Hope in Hard Times on April 29

27 Apr

In honor of National Poetry Month, join 2010-11 Tacoma Poet Laureate Tammy Robacker and writer Maria Gudaitis with special guest poets Hans Ostrom, Josie Emmons Turner, Allen Braden, and Elijah Muied as they read poems in response to “Hope in Hard Times: Washington During the Great Depression”—an exhibit at the Washington State History Museum. “The Museum, which celebrates and conserves images, words, artifacts and papers, is an appropriate, resonant location for this event that celebrates thoughtful writing about hope and suffering. Both the History Museum and poetry attempt to preserve community memories and individual experiences. Both also aim to preserve a sense of meaning associated with the human experience,” said Robacker.

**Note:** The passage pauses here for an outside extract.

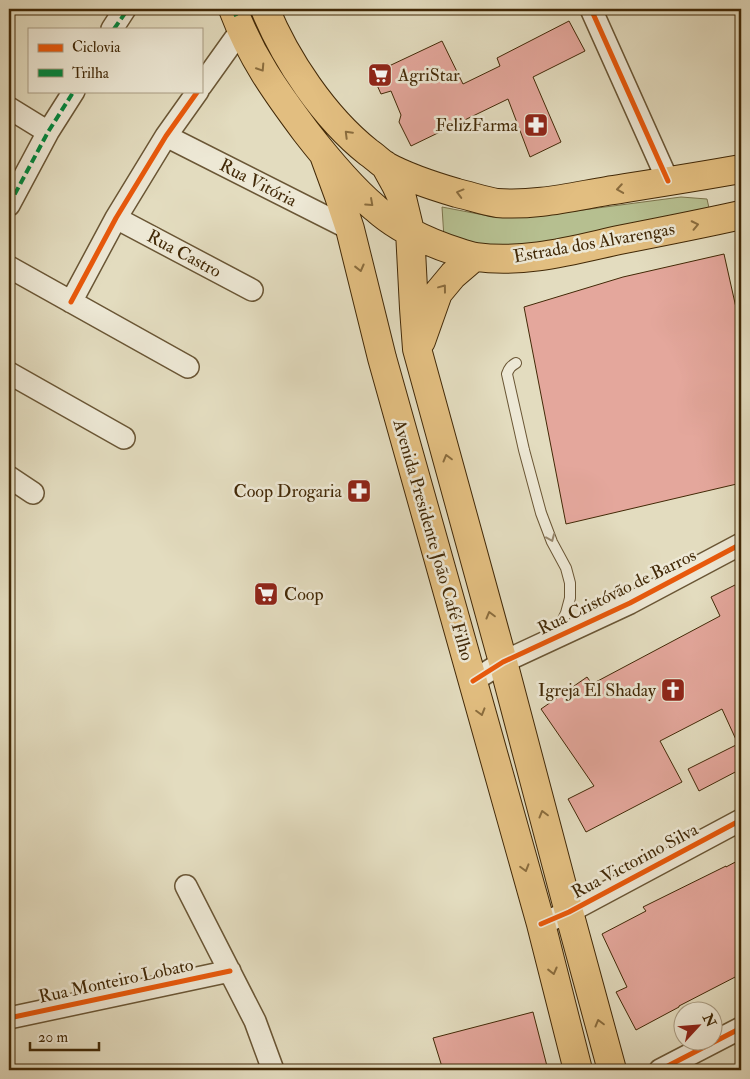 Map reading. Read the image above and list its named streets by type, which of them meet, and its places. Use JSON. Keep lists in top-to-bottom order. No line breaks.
{"streets":{"main road":["Estrada dos Alvarengas","Avenida Presidente João Café Filho"],"street":["Rua Vitória","Rua Castro","Rua Cristóvão de Barros","Rua Victorino Silva","Rua Monteiro Lobato"]},"crossings":[["Rua Vitória","Avenida Presidente João Café Filho"],["Estrada dos Alvarengas","Avenida Presidente João Café Filho"],["Avenida Presidente João Café Filho","Rua Cristóvão de Barros"],["Avenida Presidente João Café Filho","Rua Victorino Silva"]],"places":{"supermarket":["AgriStar","Coop"],"pharmacy":["FelizFarma","Coop Drogaria"],"church":["Igreja El Shaday"]},"legend":["Ciclovia","Trilha"],"scale_bar":"20 m","north":"top right"}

The poets will engage exhibit stories, artifacts and images. Like the exhibit, the reading will touch on poverty and resourcefulness—distress and courage—to show how artistic voices add meaning to memories of important eras.

“The Museum’s exhibit bears witness to Americans living through the worst economic crisis in our history. Survival and celebration go hand in hand. Even in the darkest time, people wrote poems. We see this in the Bible, in Holocaust art, in the poems of Prague Spring and in poets under house arrest in China today. Art lifts spirits. And the South Sound could use a creative boost, because the current economic downturn has depleted us,” said Gudaitis.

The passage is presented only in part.